A implementação de venda automatizada em mídia exterior já havia sido anunciada pela Clear Channel no ano passado. Sua tecnologia, desenvolvida junto a adtech calderon, do grupo IPG, já havia sido testada no mercado norte-americano, onde está a maioria de suas faces, em 2017, utilizando o marketplace de inventário digital da Rubincon. Além de Brasil, também expandiu para a Europa, mas não anunciou planos de integrar a sua tecnologia a concorrentes ou de oferecer uma plataforma universal.

Business Intelligence

Com a Viooh, não seria a primeira vez que o OOH brasileiro se integra num só programa com perspectiva positivas para todo o segmento. O Mapa OOH é um projeto de métricas que envolve Clear Channel, Otima e JCDecaux, apoiado pela Associação Brasileira de Out-of-Home (Abooh), e com coordenação técnica da Ipsos, envolvendo ainda mais parceiros. Anunciou seus primeiros números em março de 2018 e vem divulgando novas informações periodicamente aos maiores de 600 usuários conectados no serviço.

Alexandre Roubaud, presidente da JCDecaux para a América Latina, reitera a importância do Mapa OOH e outras iniciativas de business intelligence para o fortalecimento do setor no Brasil. ”Hoje, unindo ás audiências, as informações demográficas, aos estudos de eficiência, e todo o big data que conseguimos reunir com parceiros, como as telecoms, por exemplo, tudo isso mostra, sob o ponto de vista do cliente, como nossa sofisticação cresceu e como temos possibilidade de impactar os consumidores que eles desejam”.

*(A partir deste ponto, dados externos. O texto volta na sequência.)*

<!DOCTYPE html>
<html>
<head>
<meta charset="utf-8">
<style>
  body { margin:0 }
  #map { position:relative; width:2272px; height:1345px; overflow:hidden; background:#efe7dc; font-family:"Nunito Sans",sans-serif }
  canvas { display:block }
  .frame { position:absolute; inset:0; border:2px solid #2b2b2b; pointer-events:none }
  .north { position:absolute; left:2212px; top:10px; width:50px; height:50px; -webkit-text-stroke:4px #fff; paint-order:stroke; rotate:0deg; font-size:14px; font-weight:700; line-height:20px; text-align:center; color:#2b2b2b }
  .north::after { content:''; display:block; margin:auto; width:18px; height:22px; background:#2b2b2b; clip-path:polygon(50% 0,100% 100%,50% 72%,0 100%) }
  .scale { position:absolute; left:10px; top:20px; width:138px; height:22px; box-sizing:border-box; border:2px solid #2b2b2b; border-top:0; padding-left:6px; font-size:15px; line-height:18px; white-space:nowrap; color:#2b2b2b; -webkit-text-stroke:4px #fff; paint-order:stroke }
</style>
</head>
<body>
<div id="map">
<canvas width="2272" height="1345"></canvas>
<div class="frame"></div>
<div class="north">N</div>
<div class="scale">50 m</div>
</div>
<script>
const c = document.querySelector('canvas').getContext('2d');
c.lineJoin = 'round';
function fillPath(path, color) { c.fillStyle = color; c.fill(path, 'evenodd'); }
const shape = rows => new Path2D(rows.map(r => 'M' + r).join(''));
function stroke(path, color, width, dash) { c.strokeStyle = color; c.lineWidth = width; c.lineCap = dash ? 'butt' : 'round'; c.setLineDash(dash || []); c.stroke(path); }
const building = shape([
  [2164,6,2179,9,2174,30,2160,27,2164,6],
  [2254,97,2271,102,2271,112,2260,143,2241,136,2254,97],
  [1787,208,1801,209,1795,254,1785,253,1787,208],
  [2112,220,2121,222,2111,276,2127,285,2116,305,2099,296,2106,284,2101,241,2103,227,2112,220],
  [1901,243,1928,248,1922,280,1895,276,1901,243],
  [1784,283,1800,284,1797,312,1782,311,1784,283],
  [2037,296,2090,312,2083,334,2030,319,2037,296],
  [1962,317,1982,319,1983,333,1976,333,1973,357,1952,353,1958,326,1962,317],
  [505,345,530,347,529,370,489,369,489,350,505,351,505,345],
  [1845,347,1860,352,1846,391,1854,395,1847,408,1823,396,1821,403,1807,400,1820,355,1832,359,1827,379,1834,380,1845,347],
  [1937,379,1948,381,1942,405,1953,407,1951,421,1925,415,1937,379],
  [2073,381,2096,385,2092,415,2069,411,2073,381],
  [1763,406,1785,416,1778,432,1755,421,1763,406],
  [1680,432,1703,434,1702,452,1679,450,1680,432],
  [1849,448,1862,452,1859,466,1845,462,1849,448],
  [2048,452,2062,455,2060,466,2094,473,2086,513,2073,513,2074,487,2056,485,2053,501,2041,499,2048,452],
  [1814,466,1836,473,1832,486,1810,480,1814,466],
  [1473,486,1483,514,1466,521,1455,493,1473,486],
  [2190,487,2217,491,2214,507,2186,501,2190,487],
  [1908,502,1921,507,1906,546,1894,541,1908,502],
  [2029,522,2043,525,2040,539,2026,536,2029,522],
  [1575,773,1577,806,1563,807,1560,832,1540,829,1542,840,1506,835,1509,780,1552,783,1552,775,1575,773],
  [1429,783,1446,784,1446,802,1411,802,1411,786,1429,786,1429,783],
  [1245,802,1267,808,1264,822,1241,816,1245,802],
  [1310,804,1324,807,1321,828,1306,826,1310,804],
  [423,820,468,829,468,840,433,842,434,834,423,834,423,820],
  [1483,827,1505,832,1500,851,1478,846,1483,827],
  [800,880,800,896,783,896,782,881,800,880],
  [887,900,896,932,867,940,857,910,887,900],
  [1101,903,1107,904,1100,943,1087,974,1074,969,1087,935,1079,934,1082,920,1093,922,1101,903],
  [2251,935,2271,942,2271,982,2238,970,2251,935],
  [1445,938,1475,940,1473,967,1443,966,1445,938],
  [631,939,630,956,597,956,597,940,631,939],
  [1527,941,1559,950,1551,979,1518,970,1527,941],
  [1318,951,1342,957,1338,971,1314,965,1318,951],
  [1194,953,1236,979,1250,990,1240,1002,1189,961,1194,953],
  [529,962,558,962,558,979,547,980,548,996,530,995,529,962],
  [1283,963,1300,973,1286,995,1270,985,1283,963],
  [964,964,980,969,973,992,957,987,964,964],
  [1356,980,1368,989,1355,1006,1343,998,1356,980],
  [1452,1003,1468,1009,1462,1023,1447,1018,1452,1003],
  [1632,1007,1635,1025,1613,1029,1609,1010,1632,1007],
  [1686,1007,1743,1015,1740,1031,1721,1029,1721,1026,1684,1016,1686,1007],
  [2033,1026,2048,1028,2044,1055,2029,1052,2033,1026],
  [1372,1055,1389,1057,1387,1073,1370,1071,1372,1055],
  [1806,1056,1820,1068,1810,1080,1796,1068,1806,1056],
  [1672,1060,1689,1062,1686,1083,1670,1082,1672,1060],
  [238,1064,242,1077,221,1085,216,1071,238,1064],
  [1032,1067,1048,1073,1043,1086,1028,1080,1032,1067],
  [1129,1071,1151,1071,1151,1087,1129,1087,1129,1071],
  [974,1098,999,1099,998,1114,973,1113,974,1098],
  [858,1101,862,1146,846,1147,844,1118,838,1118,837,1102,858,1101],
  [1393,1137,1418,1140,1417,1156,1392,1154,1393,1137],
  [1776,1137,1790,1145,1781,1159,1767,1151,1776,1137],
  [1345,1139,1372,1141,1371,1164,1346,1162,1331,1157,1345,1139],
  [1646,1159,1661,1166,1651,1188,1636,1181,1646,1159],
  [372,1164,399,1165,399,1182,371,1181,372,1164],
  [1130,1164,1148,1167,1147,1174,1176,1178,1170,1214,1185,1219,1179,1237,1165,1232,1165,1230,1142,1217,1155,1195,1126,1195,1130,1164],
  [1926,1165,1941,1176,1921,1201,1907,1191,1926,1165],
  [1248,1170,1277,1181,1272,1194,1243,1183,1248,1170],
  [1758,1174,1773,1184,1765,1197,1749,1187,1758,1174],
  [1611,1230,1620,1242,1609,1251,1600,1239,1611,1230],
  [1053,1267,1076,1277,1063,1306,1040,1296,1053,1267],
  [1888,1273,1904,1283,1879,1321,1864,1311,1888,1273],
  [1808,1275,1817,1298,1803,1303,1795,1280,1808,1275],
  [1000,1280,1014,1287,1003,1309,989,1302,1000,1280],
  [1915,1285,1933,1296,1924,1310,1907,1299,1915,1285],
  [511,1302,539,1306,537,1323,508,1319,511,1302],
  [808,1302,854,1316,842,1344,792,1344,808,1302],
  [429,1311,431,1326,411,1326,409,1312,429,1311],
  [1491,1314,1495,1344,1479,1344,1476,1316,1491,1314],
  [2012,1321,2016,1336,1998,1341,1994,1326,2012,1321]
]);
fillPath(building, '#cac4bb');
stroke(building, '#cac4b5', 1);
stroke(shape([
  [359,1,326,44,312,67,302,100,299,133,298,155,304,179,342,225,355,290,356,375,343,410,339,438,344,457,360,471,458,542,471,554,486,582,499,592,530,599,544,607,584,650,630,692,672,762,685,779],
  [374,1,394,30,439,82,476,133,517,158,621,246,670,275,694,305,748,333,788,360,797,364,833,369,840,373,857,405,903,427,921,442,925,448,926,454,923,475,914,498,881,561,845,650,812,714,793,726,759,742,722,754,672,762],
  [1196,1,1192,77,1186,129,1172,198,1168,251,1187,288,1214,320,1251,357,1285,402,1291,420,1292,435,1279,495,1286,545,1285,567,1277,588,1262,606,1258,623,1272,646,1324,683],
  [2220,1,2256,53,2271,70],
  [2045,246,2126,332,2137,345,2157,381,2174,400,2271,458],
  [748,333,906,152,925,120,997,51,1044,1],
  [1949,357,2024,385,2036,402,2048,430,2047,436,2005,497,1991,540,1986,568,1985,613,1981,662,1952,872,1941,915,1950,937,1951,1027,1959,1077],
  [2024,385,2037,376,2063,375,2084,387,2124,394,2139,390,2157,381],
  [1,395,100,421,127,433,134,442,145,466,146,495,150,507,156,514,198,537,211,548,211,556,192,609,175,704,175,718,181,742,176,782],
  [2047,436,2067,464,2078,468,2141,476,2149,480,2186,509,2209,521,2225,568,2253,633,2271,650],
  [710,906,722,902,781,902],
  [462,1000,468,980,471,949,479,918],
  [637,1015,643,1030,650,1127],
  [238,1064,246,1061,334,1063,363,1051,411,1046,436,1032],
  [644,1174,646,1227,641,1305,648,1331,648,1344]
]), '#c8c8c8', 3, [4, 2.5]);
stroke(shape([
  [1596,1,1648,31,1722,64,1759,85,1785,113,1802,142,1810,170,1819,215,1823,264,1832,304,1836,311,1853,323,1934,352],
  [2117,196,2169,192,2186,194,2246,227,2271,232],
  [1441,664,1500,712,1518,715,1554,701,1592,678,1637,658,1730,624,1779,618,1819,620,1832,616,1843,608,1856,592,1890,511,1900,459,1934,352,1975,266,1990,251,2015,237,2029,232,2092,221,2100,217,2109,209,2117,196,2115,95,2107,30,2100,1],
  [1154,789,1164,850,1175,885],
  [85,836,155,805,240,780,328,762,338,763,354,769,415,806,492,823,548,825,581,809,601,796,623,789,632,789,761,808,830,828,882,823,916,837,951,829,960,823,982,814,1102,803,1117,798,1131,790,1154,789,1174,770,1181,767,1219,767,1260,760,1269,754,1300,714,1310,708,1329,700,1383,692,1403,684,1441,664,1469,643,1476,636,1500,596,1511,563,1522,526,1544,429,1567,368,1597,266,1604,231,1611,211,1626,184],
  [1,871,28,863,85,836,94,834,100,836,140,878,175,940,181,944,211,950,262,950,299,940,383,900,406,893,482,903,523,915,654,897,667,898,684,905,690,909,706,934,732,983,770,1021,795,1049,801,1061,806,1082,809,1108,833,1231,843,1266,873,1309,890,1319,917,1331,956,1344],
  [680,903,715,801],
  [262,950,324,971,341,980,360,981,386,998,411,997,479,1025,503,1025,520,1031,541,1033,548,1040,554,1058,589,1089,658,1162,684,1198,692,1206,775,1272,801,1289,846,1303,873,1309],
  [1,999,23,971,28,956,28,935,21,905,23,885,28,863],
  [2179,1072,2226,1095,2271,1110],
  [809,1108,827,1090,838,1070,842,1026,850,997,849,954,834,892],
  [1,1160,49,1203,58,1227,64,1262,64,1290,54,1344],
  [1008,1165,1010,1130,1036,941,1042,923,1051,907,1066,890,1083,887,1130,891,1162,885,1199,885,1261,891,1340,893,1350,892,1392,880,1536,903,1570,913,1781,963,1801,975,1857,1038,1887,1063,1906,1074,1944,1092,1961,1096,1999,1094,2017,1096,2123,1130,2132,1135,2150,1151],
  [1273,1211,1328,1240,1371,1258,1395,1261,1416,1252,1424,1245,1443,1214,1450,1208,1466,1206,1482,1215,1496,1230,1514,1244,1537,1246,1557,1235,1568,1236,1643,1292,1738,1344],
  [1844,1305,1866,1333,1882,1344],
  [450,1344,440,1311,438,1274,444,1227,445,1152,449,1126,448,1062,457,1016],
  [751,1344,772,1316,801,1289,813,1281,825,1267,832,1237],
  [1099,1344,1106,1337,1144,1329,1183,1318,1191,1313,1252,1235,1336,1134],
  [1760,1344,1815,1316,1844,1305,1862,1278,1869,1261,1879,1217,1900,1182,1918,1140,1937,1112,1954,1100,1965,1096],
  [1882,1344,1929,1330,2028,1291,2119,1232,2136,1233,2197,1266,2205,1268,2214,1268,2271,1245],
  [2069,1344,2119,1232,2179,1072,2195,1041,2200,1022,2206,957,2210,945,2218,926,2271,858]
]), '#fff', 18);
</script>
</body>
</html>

Ana Celia acrescenta que o serviço não só traz audiência, “mas também inteligência, ao mostrar diferentes comportamentos mesmo entre mesma renda, idade e região. Antes os clientes tinham policies de não comprar sem ter uma métrica de ROI, então quebramos essa barreira, pois é uma ferramenta que, além de ajudar na venda, mostra também como é eficiente”. Hoje, o Mapa OOH traz dados do chamado “roadside”, peças visíveis nas ruas como mobiliário urbano e outdoor, mas prevê transportes, shoppings centers e aeroportos num futuro próximo.

O CEO da JCDecaux acredita que esse cenário sustenta o investimento continuo da empresa no País, o caminho da tão desejada e mencionada consolidação do segmento. “O Brasil é como o Japão”, compara Jean-Charles, “mesmo como personalidades tão diferentes, se você quer fazer negócio rápido nesses mercados, não consegue, não é uma opção. Você tem de demonstrar que tem meios para fazer investimentos de longo prazo. Aqui, ainda tem o fato de ser um país muito grande que demanda muito dinheiro”. A empresa, líder em diversos mercados, tem como suporte seu crescimento global constante nos últimos anos – em 2017, teve receita de € 3,47 bilhões, com uma margem de lucro de 6,37% e crescimento orgânico de 3,2% na comparação com 2016. A expectativa é que esse retrospecto e expertise garantam também novos contratos neste ano, além dos investimentos tecnológicos e possíveis aquisições.